A growth mindset is defined as a set of beliefs and attitudes that encourage people to seek out challenges and find the lesson to learn within each failed attempt. Leveraging a growth mindset is critical for setting the foundation of Psychological Safety, especially during a global pandemic.
As organizations continue to navigate changes in their business, operating models, and the needs of their teams, a growth mindset will help them move from fear which can lead to catabolic (or negative thoughts) and onto more supportive views. Growth mindsets help to shift you from a survival mode and into a mode where you see potential, opportunities and new ways of achieving goals.
Whatever the scenario your team currently finds itself in, we are all adapting to changes in the workplace, and inevitably people will experience setbacks. Seeking out and looking for the opportunities and the learning in every challenge, or mistake, will help set the foundation for Psychological Safety.
Where to begin:
1. Consider your mindset and learn to reframe to find the opportunity.
This could be the lesson to learn, or the under-lying good fortune that came about. Each ‘opportunity’ is a chance for someone to grow, or evolve, into something new. Keep in mind that words have meaning. One person’s view of good fortune may first feel like doom for someone else. To help keep your team focused on finding the opportunity, listen for the excuses people make to cover over something that did not work out, or when they dimmish what they accomplished because it did not look like they said it would. Learn how to reframe to help your team see the opportunities.
2. Build and nurture an environment of psychological safety.
Psychological safety is one of the tenets of a high performing team because it means trust is being built. For this reason, if team members do not feel safe, they will not want to take risks or challenge themselves through fear of making mistakes or perhaps looking bad. Work on identifying organizational agreements that the team can align to and you can coach them on, or give feedback to. Secondly, do some exercises to build vulnerability based trust throughout the team.

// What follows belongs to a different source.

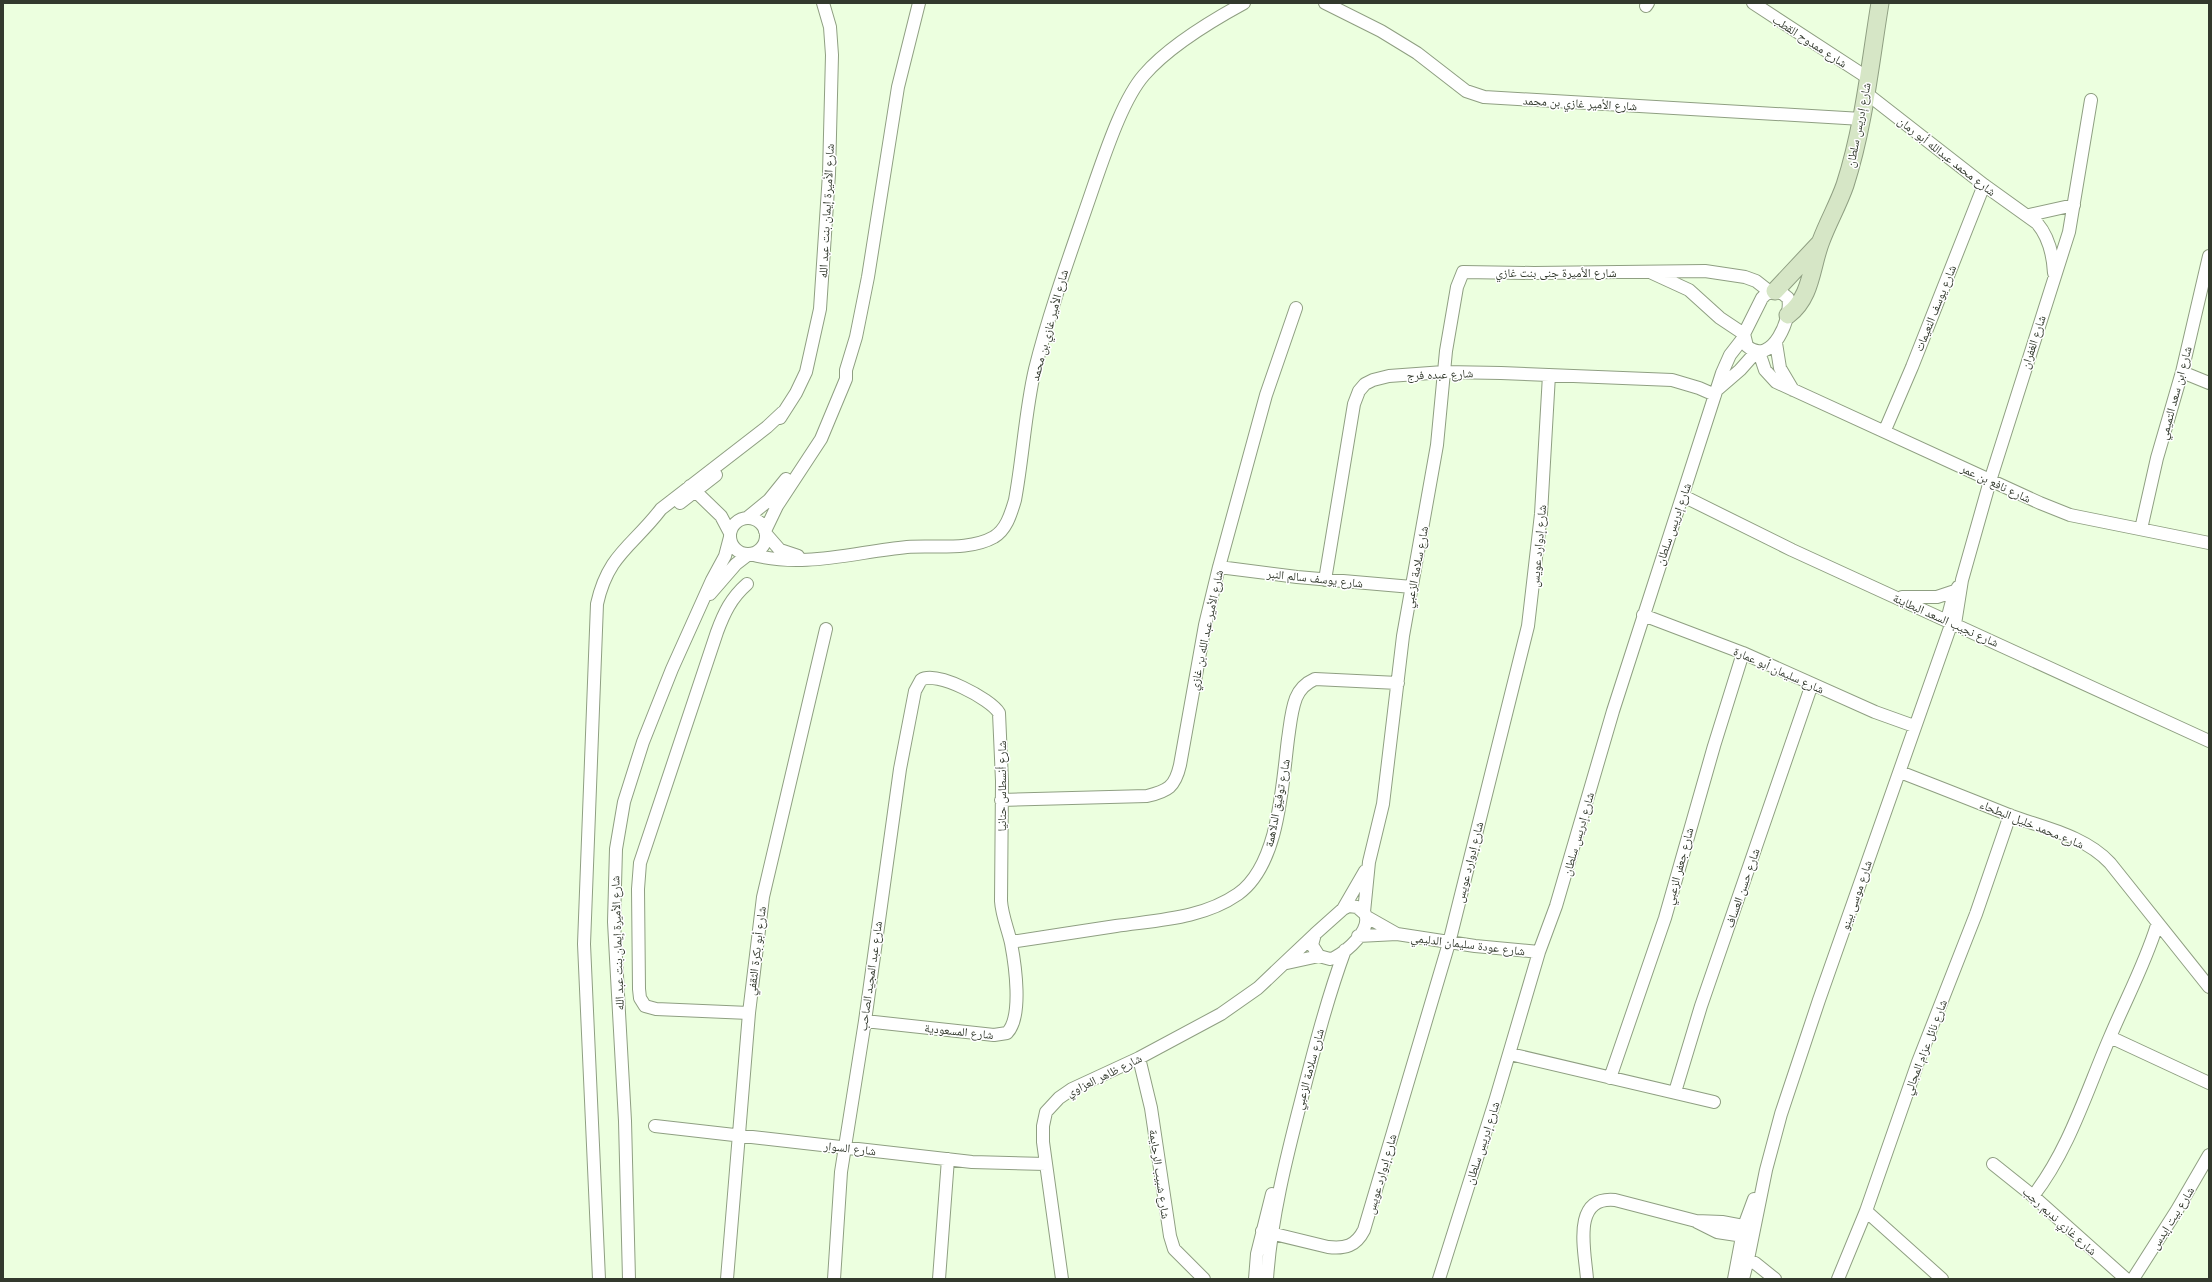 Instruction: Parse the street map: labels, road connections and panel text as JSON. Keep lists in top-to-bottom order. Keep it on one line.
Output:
{"streets":{"street":["شارع ممدوح القطب","شارع الأمير غازي بن محمد","شارع إدريس سلطان","شارع محمد عبدالله أبو رمان","شارع الأميرة إيمان بنت عبد الله","شارع الأميرة جنى بنت غازي","شارع يوسف النعيمات","شارع الغفران","شارع عبده فرج","شارع ابن سعد التميمي","شارع نافع بن عمر","شارع إدوارد عويس","شارع سلامة الزعبي","شارع يوسف سالم النبر","شارع نجيب السعد البطاينة","شارع الأمير عبد الله بن غازي","شارع سليمان أبو عمارة","شارع أنسطاس حنانيا","شارع توفيق الدلاهمة","شارع محمد خليل البطحاء","شارع جعفر الزعبي","شارع حسن العساف","شارع موسى بينو","شارع عودة سليمان الدليمي","شارع أبو بكرة الثقفي","شارع عبد المجيد الصاحب","شارع المسعودية","شارع نائل عزام المجالي","شارع ظاهر العزاوي","شارع السوار","شارع شبيب الرحايمة","شارع بيت إيدس","شارع غازي نديم رجب"]},"crossings":[["شارع ممدوح القطب","شارع إدريس سلطان"],["شارع ممدوح القطب","شارع محمد عبدالله أبو رمان"],["شارع الأمير غازي بن محمد","شارع إدريس سلطان"],["شارع إدريس سلطان","شارع محمد عبدالله أبو رمان"],["شارع إدريس سلطان","شارع الأميرة جنى بنت غازي"],["شارع إدريس سلطان","شارع عبده فرج"],["شارع إدريس سلطان","شارع نجيب السعد البطاينة"],["شارع إدريس سلطان","شارع سليمان أبو عمارة"],["شارع إدريس سلطان","شارع عودة سليمان الدليمي"],["شارع محمد عبدالله أبو رمان","شارع يوسف النعيمات"],["شارع محمد عبدالله أبو رمان","شارع الغفران"],["شارع الأميرة إيمان بنت عبد الله","شارع أبو بكرة الثقفي"],["شارع الأميرة جنى بنت غازي","شارع نافع بن عمر"],["شارع الأميرة جنى بنت غازي","شارع سلامة الزعبي"],["شارع يوسف النعيمات","شارع نافع بن عمر"],["شارع الغفران","شارع نافع بن عمر"],["شارع الغفران","شارع نجيب السعد البطاينة"],["شارع الغفران","شارع موسى بينو"],["شارع عبده فرج","شارع إدوارد عويس"],["شارع عبده فرج","شارع سلامة الزعبي"],["شارع عبده فرج","شارع يوسف سالم النبر"],["شارع ابن سعد التميمي","شارع نافع بن عمر"],["شارع إدوارد عويس","شارع سلامة الزعبي"],["شارع إدوارد عويس","شارع عودة سليمان الدليمي"],["شارع سلامة الزعبي","شارع يوسف سالم النبر"],["شارع سلامة الزعبي","شارع توفيق الدلاهمة"],["شارع سلامة الزعبي","شارع عودة سليمان الدليمي"],["شارع سلامة الزعبي","شارع ظاهر العزاوي"],["شارع يوسف سالم النبر","شارع الأمير عبد الله بن غازي"],["شارع نجيب السعد البطاينة","شارع موسى بينو"],["شارع الأمير عبد الله بن غازي","شارع أنسطاس حنانيا"],["شارع سليمان أبو عمارة","شارع جعفر الزعبي"],["شارع سليمان أبو عمارة","شارع حسن العساف"],["شارع سليمان أبو عمارة","شارع موسى بينو"],["شارع أنسطاس حنانيا","شارع توفيق الدلاهمة"],["شارع أنسطاس حنانيا","شارع عبد المجيد الصاحب"],["شارع أنسطاس حنانيا","شارع المسعودية"],["شارع توفيق الدلاهمة","شارع المسعودية"],["شارع محمد خليل البطحاء","شارع موسى بينو"],["شارع محمد خليل البطحاء","شارع نائل عزام المجالي"],["شارع أبو بكرة الثقفي","شارع السوار"],["شارع عبد المجيد الصاحب","شارع المسعودية"],["شارع عبد المجيد الصاحب","شارع السوار"],["شارع ظاهر العزاوي","شارع السوار"],["شارع ظاهر العزاوي","شارع شبيب الرحايمة"]]}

Creating psychological safety is about providing your team with the knowledge that mistakes are learning opportunities and will not be punished. As a leader, it is important to role model this attitude with consistency, so that trust can be built, and a growth mindset embraced. Share a mistake you made and learned from next time your team encounters failure. Be authentic.
3. Be curious about the process, or approach taken each time you encounter a mistake.
Discussing mistakes rather than pointing fingers, or placing blame, enhances Psychological Safety. Lean in and show your team how to approach their mistakes with curiosity. Explore what worked well, or not, in the approach and what skills, or knowledge, if available, would have helped them succeed. Always be sure to share so that your team can learn for the future.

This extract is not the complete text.